--- INFORMATION PROVIDED ---
────
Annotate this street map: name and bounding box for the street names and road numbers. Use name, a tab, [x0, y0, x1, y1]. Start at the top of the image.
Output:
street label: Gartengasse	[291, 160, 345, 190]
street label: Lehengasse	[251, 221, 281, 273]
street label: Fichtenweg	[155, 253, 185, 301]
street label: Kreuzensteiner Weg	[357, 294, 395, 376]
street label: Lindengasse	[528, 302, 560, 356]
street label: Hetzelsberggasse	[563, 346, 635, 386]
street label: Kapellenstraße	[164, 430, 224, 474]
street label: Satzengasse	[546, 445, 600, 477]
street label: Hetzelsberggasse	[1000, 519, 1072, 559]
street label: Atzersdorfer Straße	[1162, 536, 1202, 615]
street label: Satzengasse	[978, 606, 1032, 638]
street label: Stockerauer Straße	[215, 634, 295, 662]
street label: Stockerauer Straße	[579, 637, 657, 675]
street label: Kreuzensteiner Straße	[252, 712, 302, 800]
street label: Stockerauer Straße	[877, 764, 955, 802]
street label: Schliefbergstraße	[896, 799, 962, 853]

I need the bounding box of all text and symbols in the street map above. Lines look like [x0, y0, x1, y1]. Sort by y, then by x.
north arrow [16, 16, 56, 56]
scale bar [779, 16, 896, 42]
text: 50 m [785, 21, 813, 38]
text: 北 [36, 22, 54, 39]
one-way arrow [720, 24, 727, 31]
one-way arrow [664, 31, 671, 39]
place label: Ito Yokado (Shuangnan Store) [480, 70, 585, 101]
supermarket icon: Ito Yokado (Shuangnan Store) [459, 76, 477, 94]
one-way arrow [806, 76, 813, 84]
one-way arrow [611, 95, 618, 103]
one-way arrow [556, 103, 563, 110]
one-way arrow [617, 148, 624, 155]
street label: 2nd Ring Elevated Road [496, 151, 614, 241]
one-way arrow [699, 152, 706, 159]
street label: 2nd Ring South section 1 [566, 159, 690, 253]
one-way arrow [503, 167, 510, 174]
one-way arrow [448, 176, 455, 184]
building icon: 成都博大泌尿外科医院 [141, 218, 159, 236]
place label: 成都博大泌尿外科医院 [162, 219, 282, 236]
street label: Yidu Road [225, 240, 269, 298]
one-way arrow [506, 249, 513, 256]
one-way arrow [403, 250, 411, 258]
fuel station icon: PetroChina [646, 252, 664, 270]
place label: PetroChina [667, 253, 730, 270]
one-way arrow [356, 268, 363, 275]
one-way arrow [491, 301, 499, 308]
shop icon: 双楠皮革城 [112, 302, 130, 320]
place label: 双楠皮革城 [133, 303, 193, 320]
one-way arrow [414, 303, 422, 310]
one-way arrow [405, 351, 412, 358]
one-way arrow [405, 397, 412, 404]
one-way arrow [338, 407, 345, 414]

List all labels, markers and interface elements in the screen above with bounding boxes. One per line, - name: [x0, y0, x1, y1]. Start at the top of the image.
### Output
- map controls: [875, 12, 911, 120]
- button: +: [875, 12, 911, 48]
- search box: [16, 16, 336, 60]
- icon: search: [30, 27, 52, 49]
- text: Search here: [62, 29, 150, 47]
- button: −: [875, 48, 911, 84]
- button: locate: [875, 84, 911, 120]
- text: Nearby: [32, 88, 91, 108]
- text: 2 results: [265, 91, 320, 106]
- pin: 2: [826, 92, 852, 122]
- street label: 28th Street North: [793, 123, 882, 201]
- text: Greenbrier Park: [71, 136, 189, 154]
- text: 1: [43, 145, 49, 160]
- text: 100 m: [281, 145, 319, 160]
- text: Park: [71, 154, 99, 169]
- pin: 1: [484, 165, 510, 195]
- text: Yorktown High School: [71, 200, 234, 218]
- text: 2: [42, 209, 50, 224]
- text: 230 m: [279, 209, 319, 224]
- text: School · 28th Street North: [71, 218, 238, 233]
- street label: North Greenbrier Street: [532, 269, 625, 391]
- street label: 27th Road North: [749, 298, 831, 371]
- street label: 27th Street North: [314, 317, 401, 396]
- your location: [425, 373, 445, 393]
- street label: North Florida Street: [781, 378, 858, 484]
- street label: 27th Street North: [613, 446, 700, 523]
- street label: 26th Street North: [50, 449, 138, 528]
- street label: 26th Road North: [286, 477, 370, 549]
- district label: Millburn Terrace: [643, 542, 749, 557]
────
The response must give every line from the material above that holds the string "Park".

--- SOLUTION FOR THIS TASK ---
- text: Greenbrier Park: [71, 136, 189, 154]
- text: Park: [71, 154, 99, 169]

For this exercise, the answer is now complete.